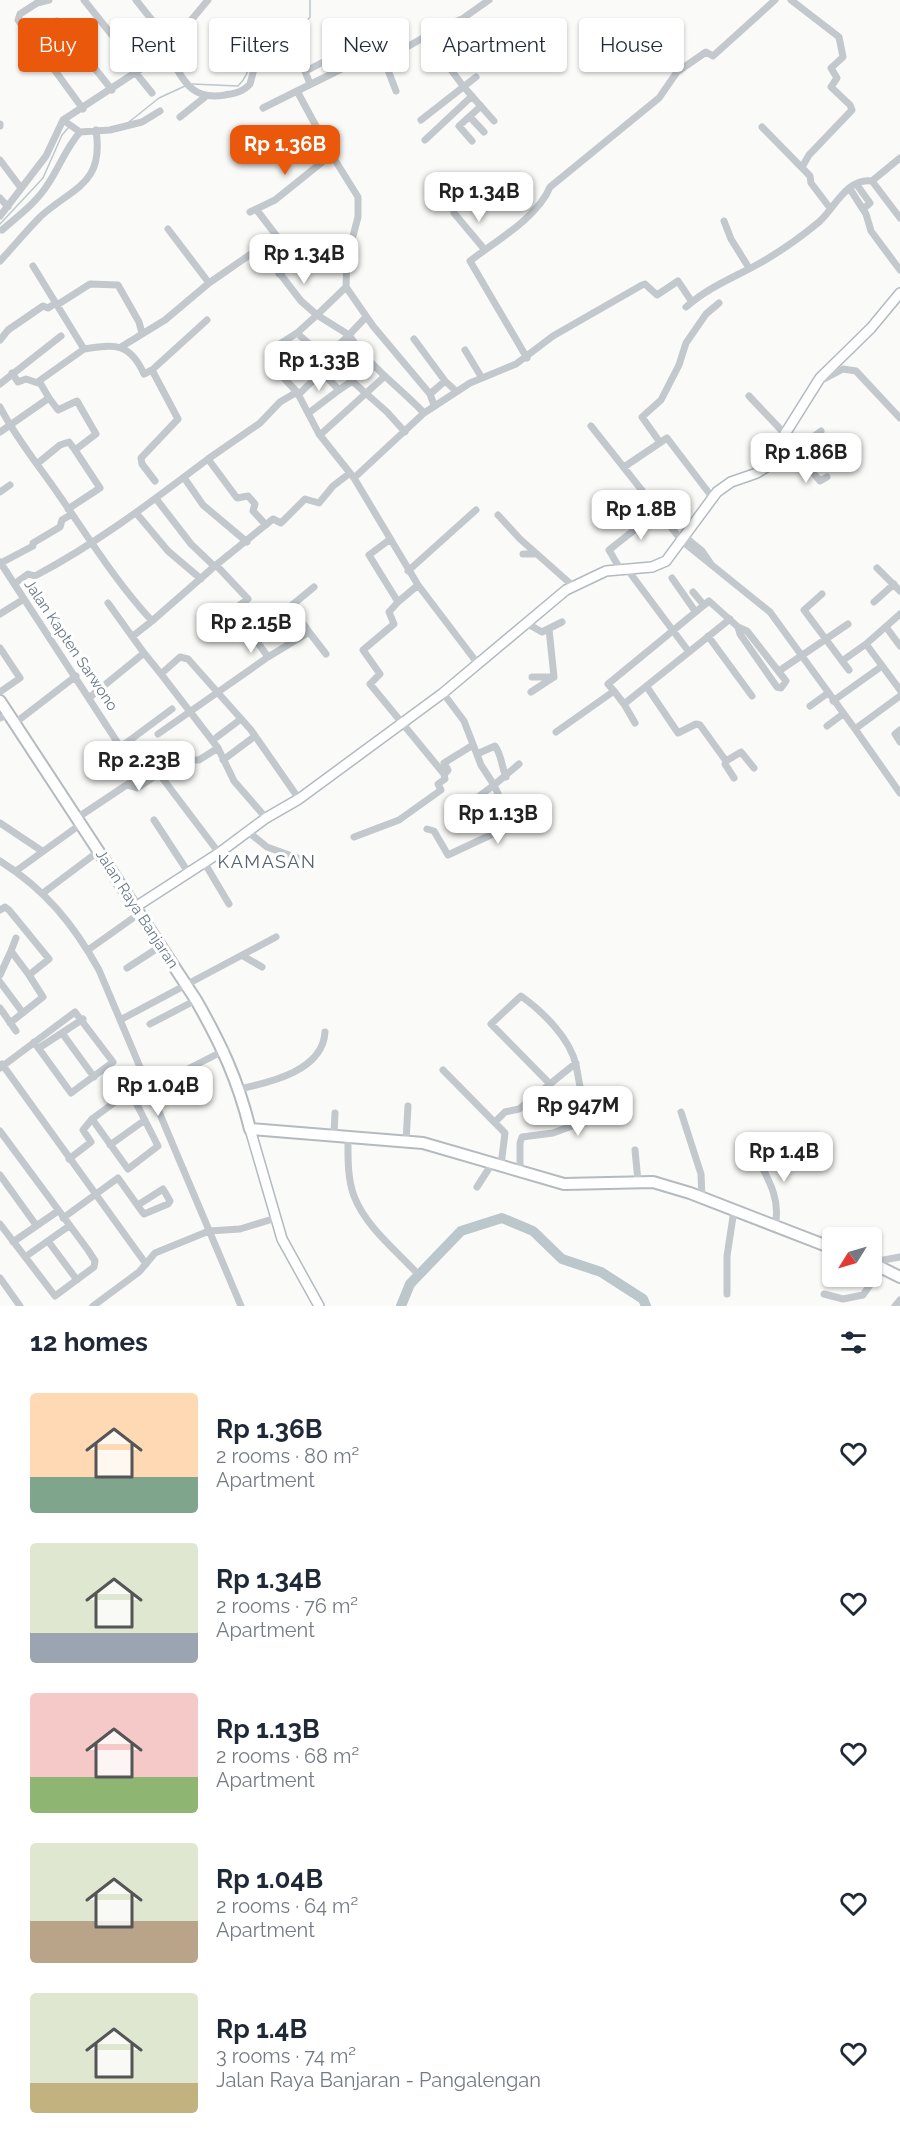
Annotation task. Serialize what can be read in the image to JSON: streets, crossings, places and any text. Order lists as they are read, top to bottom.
{
  "streets": {
    "main road": ["Jalan Raya Banjaran"],
    "street": ["Jalan Kapten Sarwono"]
  },
  "districts": ["KAMASAN"],
  "north": "bottom left",
  "page": {
    "chip": [
      "Buy",
      "Rent",
      "Filters",
      "New",
      "Apartment",
      "House"
    ],
    "price": [
      "Rp 1.36B",
      "Rp 1.34B",
      "Rp 1.34B",
      "Rp 1.33B",
      "Rp 1.86B",
      "Rp 1.8B",
      "Rp 2.15B",
      "Rp 2.23B",
      "Rp 1.13B",
      "Rp 1.04B",
      "Rp 947M",
      "Rp 1.4B"
    ],
    "heading": "12 homes",
    "list": [
      {
        "name": "Rp 1.36B",
        "note": "2 rooms · 80 m² · Apartment"
      },
      {
        "name": "Rp 1.34B",
        "note": "2 rooms · 76 m² · Apartment"
      },
      {
        "name": "Rp 1.13B",
        "note": "2 rooms · 68 m² · Apartment"
      },
      {
        "name": "Rp 1.04B",
        "note": "2 rooms · 64 m² · Apartment"
      },
      {
        "name": "Rp 1.4B",
        "note": "3 rooms · 74 m² · Jalan Raya Banjaran - Pangalengan"
      }
    ]
  }
}
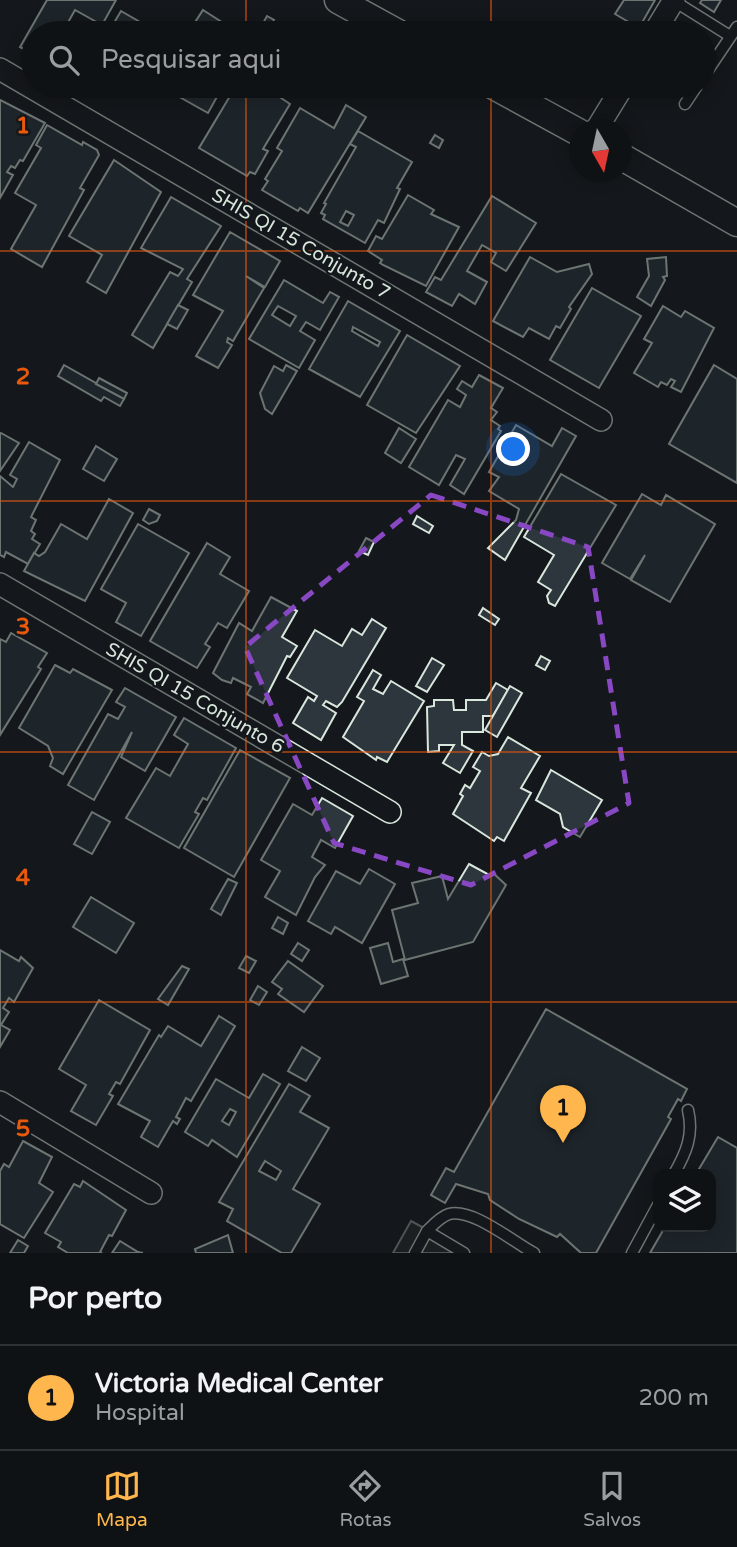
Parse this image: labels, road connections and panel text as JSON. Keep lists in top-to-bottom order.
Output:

□ □ □ □ □ □ □

## Work instructions
Each line from the one containing "Parse this image: labels, road" to the last line of the material above should be reproduced word for word, with nothing added.

## Written reply
Parse this image: labels, road connections and panel text as JSON. Keep lists in top-to-bottom order.
Output:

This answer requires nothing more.